La mia vita è un delirio. Una sensazione di vuota ubriachezza mi pervade, non importa con chi o dove sono, io sono malato di solitudine. Imbevuto.

Sono folle, forse. Fissato, mi direbbe la mamma.

L’unica volta in vita mia in cui mi sono innamorato, e cioè la faccenda riguardante G, mi aveva fatto sperare, credere che per me ci fosse qualcosa in più dell’inconsistenza. Invece anche per lui alla fine sono il niente.

È da qui che inizia la mia nuova storia, e cioè dal momento in cui ho deciso di dare un taglio alla mia vita di un tempo, quella in cui credevo di poter fare bene. Non posso fare bene.

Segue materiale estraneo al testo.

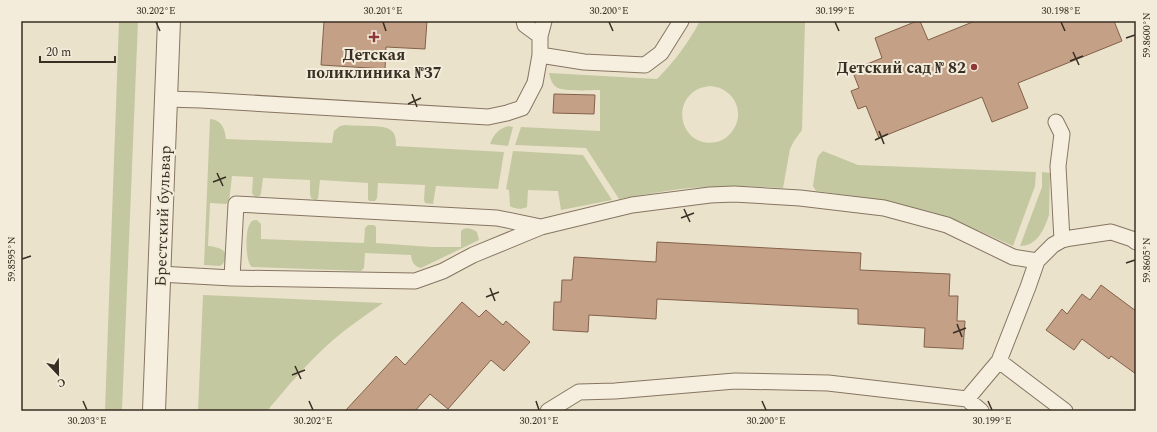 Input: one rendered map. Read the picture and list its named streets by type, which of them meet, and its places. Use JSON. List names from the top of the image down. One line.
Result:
{"streets":{"street":["Брестский бульвар"]},"places":{"health":["Детская поликлиника №37"],"other":["Детский сад № 82"]},"scale_bar":"20 m","north":"bottom","coordinates":["30.202°E","30.201°E","30.200°E","30.199°E","30.198°E","59.8600°N","59.8595°N","59.8605°N","30.203°E"]} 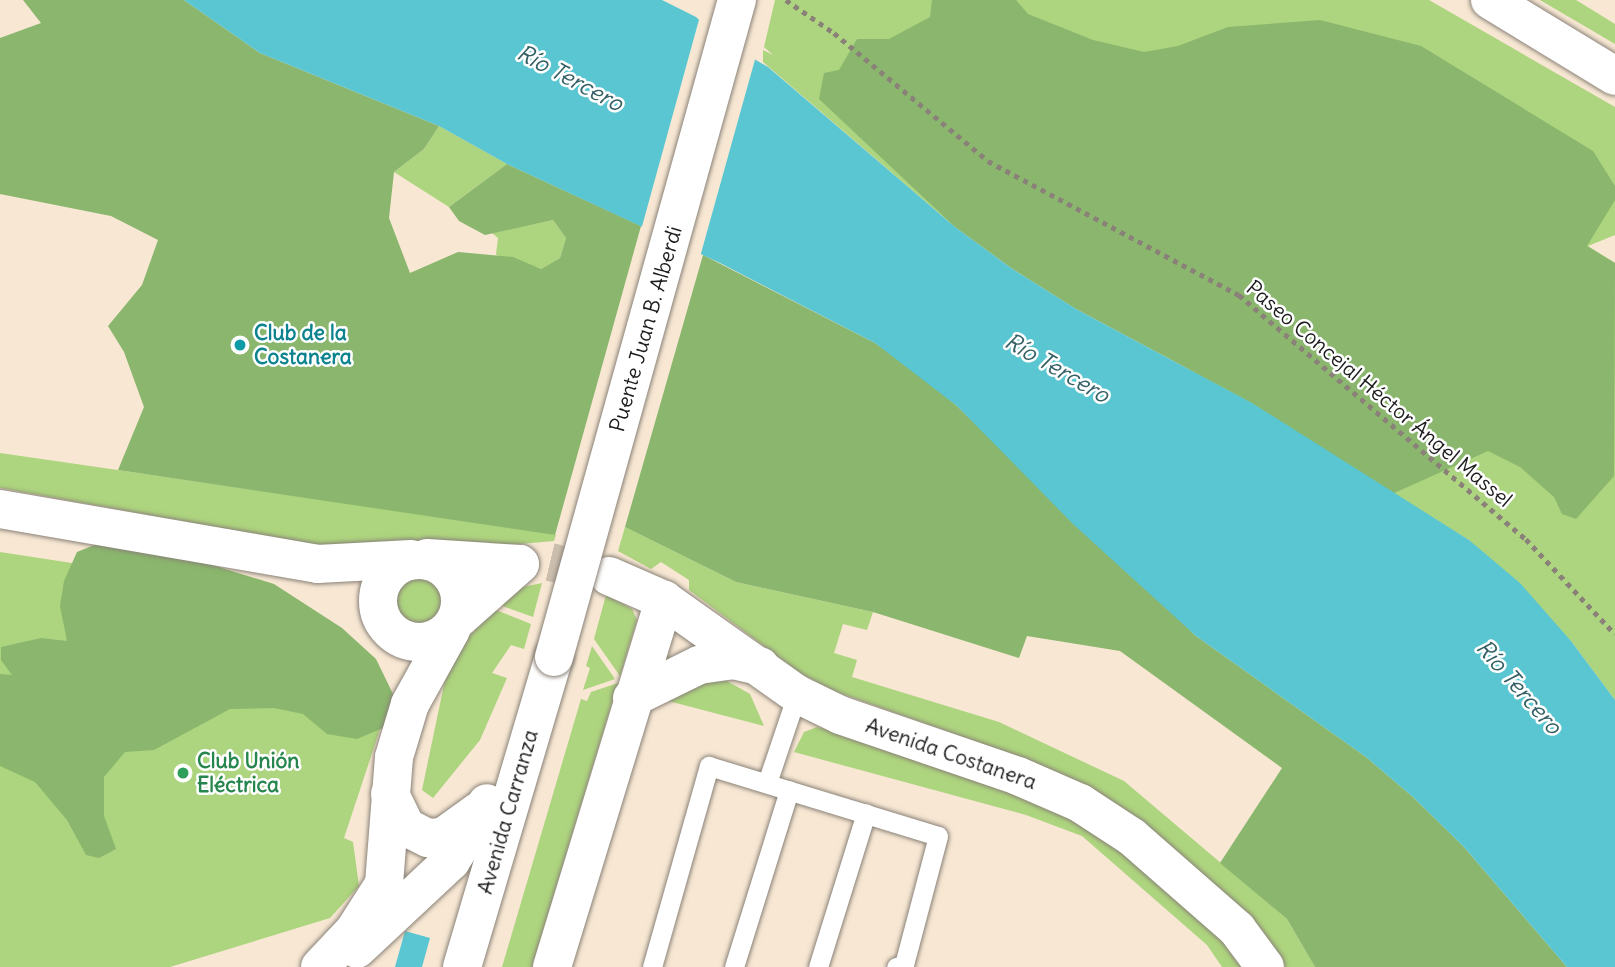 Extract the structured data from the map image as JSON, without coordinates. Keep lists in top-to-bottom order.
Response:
{
  "streets": {
    "street": ["Puente Juan B. Alberdi", "Avenida Costanera", "Avenida Carranza"],
    "path": ["Paseo Concejal Héctor Ángel Massel"]
  },
  "crossings": [
    ["Puente Juan B. Alberdi", "Avenida Carranza"]
  ],
  "water": ["Río Tercero"],
  "places": ["Club de la Costanera", "Club Unión Eléctrica"]
} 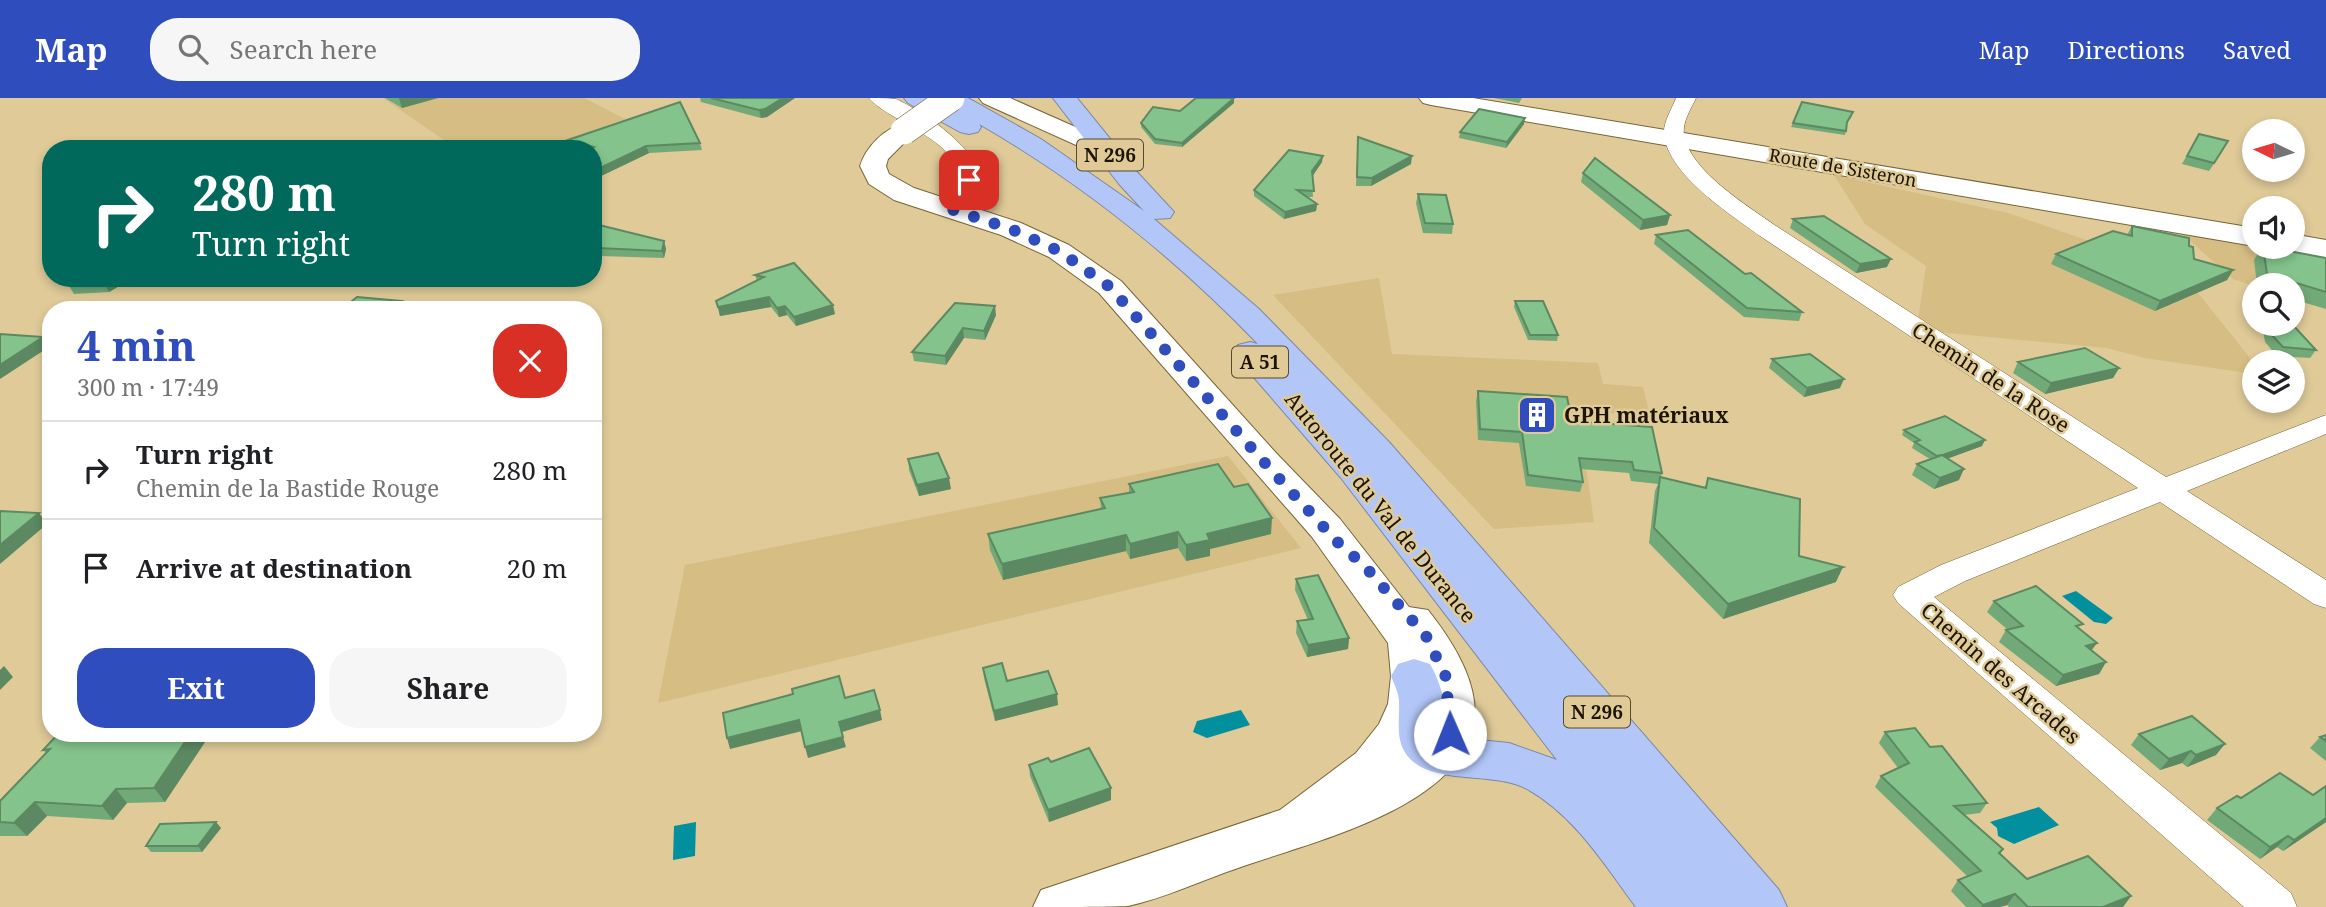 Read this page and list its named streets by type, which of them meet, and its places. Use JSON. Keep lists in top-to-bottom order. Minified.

La mia esistenza da condannato inizia qui. E’ la vita in cui sono un perdente e sono consapevole di ciò, e con questa macabra consapevolezza cercherò di ritagliarmi il mio spazio. Sì, uno spazio piccino, magari, ma pur sempre uno spazio per me.

Nella mia infinita nullità, eh. Senza credere o pretendere che tutto debba avere per forza un senso.

 

 

 

 

 

 

 

 

 

 

 

NOTA DELL’AUTORE

 

 

Forse scrissi un inizio un po’ lento. Comunque il racconto è un flusso costante, introspettivo.

Non so ancora bene da che punto inizi l’Alex modificato, o quanto meno io sia riuscito a lavorare su questo personaggio. Rileggendo noto come alcuni aspetti della sua precedente personalità emergano con forza. Non è l’uomo che ha visto morire i suoi genitori, che ha ucciso quelli adottivi, che ha vissuto periodi di profonda solitudine e di distorsione mentale, che in carcere ha conosciuto la droga, che poi si è sposato con Marta, l’ha tradita più volte, poi alla fine gli stupefacenti hanno vinto su tutto. No, non è quell’uomo, ma non è tanto distante da esso. Non so.

Boh, ho tanti dubbi sul personaggio.

Man mano si chiariranno, spero.

Detto questo, ci stiamo addentrando verso il vivo del racconto. Piano piano, gradualmente. Spero non troppo.